= TAG 7 =

Preserved German steam locomotive

TAG 7
| Quantity | 1 |
| Manufacturer | Krauss-Maffei |
| Entered service | 1936 |
| Wheel arrangement (Whyte) | 2-8-2T |
| Axle arrangement (UIC) | 1'D1' h2t |
| Average axle load | 11.7 Mp 114.7 kN |
| Length over buffers | 11,600 mm |
| Ø Driving wheels | 1,100 mm |
| Ø Leading wheels | 850 mm |
| Ø Trailing wheels | 850 mm |
| Top speed | 70 km/h |
| Boiler overpressure | 137.3 kN/cm^{2} |
| Piston stroke | 508 mm |
| Cylinder bore | 460 mm |
| Grate area | 1.69 m^{2} |
| Evaporative heating area | 66.11 m^{2} |
| Superheater area | 32.60 m^{2} |
| Power | 470 PSi |
| Adhesive weight | 453.1 kN |
| Service weight | 596.2 kN |
| Brakes | Compressed-air brakes |

The TAG 7 is a superheated steam locomotive, that was developed and built in 1936 by Krauss-Maffei as EAG 7 for the private Schaftlach-Gmund-Tegernsee Railway Company (Eisenbahn-Aktiengesellschaft Schaftlach-Gmund-Tegernsee or EAG) - later the Tegernsee Railway AG (TAG). Today it belongs to the Bavarian Localbahn Union.

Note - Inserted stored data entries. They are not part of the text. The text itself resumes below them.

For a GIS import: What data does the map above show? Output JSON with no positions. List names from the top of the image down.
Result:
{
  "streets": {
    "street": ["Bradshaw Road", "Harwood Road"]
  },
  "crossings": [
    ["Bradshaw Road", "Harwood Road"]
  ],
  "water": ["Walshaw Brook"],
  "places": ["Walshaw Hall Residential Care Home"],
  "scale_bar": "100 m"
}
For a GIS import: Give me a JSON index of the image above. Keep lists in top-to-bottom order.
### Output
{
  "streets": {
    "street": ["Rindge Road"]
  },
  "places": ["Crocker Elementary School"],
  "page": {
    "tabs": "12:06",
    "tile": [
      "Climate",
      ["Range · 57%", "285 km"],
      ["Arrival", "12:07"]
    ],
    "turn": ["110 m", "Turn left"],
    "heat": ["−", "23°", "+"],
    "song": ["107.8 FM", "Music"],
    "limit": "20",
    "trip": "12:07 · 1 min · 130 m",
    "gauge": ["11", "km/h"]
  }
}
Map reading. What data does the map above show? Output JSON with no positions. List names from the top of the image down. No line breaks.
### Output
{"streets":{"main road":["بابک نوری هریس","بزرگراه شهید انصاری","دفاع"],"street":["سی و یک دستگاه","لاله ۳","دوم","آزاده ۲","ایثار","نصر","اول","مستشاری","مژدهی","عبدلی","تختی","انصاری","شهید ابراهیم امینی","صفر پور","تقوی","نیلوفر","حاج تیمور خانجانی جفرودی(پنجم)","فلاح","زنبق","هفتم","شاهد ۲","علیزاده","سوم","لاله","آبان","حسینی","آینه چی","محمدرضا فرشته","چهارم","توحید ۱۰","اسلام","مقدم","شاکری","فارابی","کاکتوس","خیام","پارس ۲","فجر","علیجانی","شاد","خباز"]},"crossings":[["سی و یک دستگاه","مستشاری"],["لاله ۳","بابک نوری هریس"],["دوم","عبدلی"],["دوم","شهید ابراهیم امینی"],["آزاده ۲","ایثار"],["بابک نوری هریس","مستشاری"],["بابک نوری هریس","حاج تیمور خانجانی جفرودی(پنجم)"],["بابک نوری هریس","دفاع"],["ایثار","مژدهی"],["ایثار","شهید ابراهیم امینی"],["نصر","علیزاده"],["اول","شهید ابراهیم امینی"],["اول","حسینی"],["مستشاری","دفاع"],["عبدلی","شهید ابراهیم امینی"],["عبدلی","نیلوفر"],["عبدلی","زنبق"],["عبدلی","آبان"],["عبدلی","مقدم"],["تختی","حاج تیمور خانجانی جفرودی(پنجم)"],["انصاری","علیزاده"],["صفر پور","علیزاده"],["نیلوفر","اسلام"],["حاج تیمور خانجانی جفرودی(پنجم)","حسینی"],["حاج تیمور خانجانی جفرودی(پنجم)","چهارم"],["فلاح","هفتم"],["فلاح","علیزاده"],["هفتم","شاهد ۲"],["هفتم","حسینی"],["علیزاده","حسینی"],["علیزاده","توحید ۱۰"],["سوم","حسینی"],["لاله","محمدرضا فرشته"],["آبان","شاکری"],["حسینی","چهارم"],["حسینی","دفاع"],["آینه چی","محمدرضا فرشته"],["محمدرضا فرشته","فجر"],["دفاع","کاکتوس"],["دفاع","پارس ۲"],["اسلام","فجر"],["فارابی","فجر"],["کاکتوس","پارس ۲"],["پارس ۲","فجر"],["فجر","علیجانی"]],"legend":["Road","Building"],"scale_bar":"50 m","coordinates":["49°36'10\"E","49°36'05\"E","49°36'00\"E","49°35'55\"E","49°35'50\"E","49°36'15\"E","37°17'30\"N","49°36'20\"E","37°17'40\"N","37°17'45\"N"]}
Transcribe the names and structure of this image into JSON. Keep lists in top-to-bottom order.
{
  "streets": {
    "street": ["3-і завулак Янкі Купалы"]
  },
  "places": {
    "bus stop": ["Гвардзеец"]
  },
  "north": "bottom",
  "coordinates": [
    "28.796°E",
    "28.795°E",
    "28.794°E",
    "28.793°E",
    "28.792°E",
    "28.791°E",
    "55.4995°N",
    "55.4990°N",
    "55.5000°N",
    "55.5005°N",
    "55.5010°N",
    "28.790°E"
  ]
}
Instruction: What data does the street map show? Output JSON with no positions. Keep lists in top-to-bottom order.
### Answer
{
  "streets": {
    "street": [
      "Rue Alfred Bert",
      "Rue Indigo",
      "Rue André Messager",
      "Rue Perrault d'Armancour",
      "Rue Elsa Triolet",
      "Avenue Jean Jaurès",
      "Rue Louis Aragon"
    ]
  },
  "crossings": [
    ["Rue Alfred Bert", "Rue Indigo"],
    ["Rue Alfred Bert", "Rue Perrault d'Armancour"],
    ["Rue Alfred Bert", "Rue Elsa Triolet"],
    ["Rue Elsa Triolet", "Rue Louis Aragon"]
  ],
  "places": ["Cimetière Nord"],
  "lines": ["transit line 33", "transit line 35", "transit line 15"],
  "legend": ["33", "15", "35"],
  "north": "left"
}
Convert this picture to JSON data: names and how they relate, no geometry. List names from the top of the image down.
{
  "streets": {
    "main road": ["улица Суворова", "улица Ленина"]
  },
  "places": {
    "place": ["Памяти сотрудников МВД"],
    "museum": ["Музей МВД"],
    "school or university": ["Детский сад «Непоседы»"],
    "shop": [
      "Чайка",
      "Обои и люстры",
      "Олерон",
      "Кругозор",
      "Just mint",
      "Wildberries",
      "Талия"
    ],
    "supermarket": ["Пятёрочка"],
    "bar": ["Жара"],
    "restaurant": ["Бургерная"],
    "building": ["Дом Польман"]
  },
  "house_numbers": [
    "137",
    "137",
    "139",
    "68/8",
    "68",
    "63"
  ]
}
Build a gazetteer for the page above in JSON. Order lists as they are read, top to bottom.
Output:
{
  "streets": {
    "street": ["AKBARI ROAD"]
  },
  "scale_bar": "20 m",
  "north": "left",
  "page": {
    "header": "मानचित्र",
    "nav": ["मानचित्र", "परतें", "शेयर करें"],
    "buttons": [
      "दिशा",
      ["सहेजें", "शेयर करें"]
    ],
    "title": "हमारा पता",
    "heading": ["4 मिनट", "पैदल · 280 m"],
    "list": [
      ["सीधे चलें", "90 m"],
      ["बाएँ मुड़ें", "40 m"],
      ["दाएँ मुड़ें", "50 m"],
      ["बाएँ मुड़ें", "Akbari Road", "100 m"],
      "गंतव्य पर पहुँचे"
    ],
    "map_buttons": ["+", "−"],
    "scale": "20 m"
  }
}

This tank locomotive with its 1'D1' axle arrangement, together with its two sister engines LAG Nos. 87 and 88, is the last and most powerful branch line (Lokalbahn) locomotive to be built in Bavaria. Its power of 470 PSi enabled a top speed of 70 km/h in both directions. The EAG needed the new engines to relieve its two smaller locomotives, nos. EAG 5 and 6 (Bavarian GtL 4/4s) and to gradually take the aging and rickety EAG 3 and 4 out of service. TAG 7 proved itself so well, that a year later two more engines were built by the Lokalbahn AG (the aforementioned LAG Nos. 87 and 88).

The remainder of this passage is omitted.